Relying on Bruton v. United States (1968), 391 U.S. 123, 20 L. Ed. 2d 476, 88 §. Ct. 1620, defendant argues that the testimony plainly implied to the jury that Milian stated that defendant had participated in the crimes. In Bruton, the court held that introduction of incriminating, extrajudicial statements of co-defendant’s confession to a third party was improper because they violated the accused’s right to cross-examination. The present case is not a Bruton situation; Milian’s statement was not introduced into evidence nor did the testimony inculpate defendant. Moreover, even if we were to believe that the jury inferred from the testimony of the assistant State’s Attorney that defendant had robbed and killed the decedent, we conclude that the jury is not required to disregard inferences which may be drawn from the evidence. People v. Kelley (1963), 29 Ill. 2d 53, 193 N.E.2d 21; People v. Bates (1975), 25 Ill. App. 3d 748, 324 N.E.2d 88.
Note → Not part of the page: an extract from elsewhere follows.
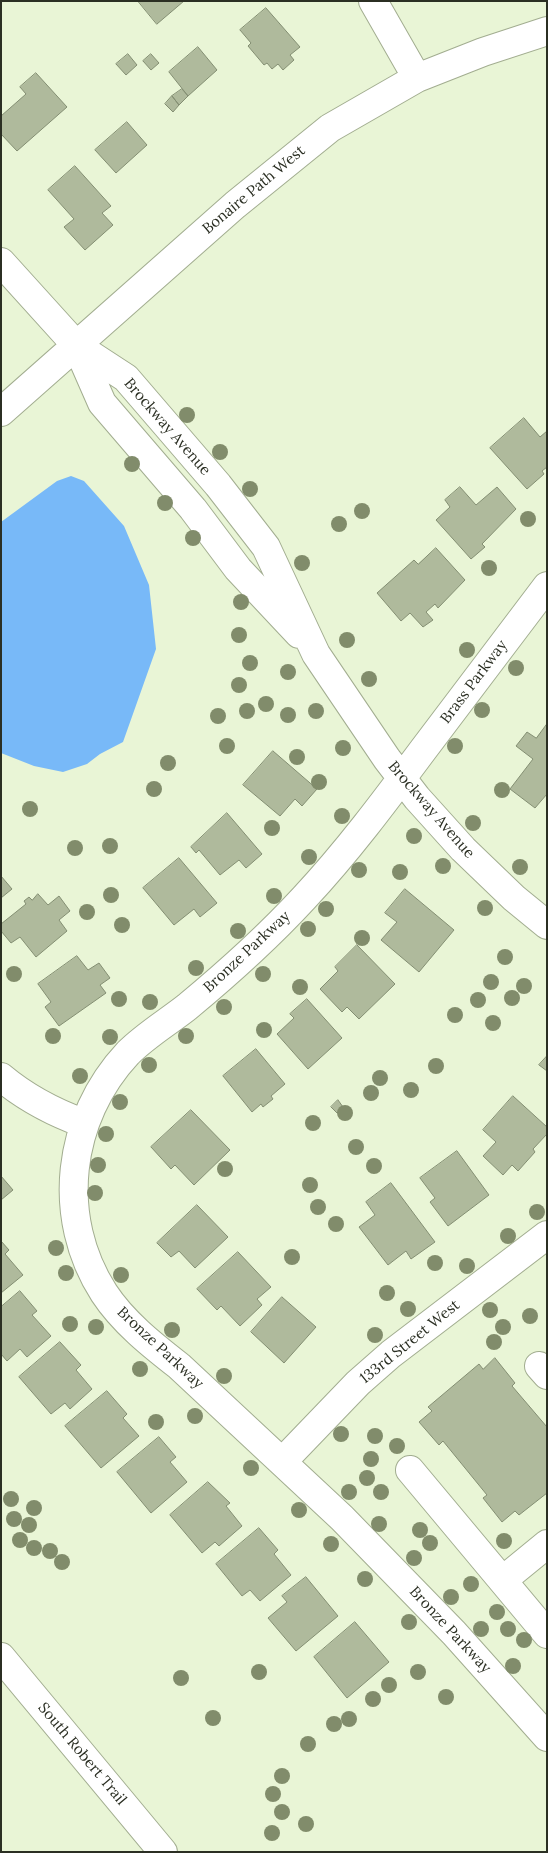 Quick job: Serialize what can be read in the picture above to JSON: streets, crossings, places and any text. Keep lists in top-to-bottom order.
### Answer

We find no merit in defendant’s final contention that the trial court committed reversible error in refusing to give to the jury his tendered, non-IPI instruction on meré presence. The trial court gave the jury Illinois Pattern Jury Instruction, Criminal, No. 5.03 (1968), which properly advised the jury as to the law on accountability. In People v. Walker (1976), 44 Ill. App. 3d 494, 358 N.E.2d 672, the court held that defendant’s tendered instruction on mere presence, being insufficient to establish accountability, was properly refused where the essence of defendant’s tendered instruction was included in the instructions given. The instructions given in Walker were given in the present case.

For the reasons given, the judgment of the circuit court of Cook County is affirmed.

Judgment affirmed.

SIMON, P. J., and RIZZI, J., concur.